From Recovery to Resilience: Announcing the Valerian Fund’s Strategic Focus on Climate and Women’s Health
In many ways, this new chapter for the Valerian Fund began years ago, with a moment of fragility. When I was a child growing up in Massachusetts, I became ill from an environmental cause. It was through this that I learned firsthand how deeply our health is tied to the world around us. Years later, working in Haiti after the 2010 earthquake, I saw that truth magnified at scale: external shocks, whether environmental, climatic, or man-made, can devastate lives and systems in an instant. Yet they are not inevitable. They are preventable, but only if we have the foresight, evidence, and will to act.

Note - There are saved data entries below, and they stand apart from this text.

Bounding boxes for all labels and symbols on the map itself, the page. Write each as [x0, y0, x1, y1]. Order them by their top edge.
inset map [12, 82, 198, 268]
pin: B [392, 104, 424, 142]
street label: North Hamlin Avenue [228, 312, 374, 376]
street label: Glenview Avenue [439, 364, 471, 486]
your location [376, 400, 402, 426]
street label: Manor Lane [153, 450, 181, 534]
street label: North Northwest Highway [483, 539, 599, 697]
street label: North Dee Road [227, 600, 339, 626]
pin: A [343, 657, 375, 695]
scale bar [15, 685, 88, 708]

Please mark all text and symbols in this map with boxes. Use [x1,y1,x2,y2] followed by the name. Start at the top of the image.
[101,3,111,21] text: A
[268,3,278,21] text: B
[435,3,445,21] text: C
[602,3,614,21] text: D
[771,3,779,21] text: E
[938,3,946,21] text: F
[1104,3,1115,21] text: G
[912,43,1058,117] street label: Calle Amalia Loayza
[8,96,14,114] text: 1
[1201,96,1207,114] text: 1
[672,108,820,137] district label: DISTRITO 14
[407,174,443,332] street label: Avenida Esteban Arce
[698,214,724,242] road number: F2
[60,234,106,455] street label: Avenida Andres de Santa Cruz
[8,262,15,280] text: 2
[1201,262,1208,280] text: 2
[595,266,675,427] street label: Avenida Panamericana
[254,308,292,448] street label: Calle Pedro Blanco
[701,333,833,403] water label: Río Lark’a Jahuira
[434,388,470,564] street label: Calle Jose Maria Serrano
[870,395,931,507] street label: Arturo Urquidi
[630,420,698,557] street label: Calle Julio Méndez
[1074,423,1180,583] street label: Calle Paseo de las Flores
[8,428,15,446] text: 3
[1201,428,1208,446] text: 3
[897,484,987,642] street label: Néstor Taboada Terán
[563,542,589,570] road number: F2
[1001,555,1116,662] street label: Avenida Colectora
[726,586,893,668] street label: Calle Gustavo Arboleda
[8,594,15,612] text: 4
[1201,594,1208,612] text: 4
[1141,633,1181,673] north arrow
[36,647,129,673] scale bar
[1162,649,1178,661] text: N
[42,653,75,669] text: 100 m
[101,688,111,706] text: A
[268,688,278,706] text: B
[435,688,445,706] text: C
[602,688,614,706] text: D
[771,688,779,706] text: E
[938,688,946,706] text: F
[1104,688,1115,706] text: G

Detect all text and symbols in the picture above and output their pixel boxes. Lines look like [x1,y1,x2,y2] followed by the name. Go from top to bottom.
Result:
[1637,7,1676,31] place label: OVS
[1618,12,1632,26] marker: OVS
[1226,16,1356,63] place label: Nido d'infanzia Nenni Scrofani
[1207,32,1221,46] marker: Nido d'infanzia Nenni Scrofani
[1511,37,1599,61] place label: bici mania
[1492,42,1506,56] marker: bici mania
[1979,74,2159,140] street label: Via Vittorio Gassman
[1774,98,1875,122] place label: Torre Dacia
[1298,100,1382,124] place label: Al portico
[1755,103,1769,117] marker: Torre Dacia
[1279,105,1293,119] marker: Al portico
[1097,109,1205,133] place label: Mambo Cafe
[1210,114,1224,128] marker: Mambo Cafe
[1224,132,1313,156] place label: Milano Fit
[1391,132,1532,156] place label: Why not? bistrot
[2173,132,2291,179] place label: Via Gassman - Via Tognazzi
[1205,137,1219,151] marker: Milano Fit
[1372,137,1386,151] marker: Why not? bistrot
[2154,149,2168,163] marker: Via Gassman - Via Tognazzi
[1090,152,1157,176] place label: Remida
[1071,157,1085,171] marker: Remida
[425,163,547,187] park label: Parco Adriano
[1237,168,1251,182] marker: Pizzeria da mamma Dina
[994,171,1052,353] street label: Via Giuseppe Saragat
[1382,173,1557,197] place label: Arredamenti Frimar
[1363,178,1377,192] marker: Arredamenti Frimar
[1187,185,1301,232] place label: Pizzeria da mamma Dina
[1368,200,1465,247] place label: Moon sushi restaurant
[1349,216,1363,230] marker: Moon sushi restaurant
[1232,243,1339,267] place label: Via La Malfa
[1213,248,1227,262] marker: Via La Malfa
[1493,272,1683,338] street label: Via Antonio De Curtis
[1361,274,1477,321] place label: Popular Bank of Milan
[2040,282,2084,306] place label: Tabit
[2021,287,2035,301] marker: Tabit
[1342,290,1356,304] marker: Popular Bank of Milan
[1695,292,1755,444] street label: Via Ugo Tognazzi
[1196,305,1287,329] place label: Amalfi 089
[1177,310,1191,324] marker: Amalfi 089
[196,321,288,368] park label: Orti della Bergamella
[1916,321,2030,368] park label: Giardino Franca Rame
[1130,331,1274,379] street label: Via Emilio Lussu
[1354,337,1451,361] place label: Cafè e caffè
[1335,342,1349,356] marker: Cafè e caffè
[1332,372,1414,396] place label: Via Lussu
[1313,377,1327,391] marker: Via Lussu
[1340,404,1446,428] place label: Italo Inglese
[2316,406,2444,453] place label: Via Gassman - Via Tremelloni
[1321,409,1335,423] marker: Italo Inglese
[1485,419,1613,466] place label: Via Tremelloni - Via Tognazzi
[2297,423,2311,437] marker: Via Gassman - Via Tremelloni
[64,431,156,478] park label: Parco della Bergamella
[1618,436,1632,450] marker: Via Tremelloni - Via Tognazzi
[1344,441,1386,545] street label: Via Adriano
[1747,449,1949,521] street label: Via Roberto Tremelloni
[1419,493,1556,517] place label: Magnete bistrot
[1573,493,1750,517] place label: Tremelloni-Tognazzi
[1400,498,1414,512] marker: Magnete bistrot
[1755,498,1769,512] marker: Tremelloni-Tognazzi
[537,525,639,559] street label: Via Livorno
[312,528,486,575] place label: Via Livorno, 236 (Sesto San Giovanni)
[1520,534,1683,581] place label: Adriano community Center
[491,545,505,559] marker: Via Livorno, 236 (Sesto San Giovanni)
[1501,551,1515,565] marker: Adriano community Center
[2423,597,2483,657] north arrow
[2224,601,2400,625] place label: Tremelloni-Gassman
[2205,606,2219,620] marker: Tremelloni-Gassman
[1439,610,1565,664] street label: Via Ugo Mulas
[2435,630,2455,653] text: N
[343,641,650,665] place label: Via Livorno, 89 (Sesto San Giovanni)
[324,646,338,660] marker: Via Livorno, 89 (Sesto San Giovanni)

After more than twenty years as both a practitioner and funder in women’s health, I felt called to use this year--a year of profound upheaval in global health– to pause and reflect on what lasting, equitable impact really means. That reflection brought me back to the principles that have guided my work from the beginning: keeping my aperture focused on equity, honoring the calling to care, and sustaining a practice of continuous curiosity.
These values brought renewed clarity to my work. I began to see how my lifelong commitment to women’s health must evolve to meet the realities of a changing climate. Climate change is a daily reality that threatens women’s health across the life course: from pregnancy complications linked to extreme heat and air pollution, to increased malnutrition and infectious disease due to crop loss and water insecurity, to disruptions in maternal and reproductive health services when climate disasters strike.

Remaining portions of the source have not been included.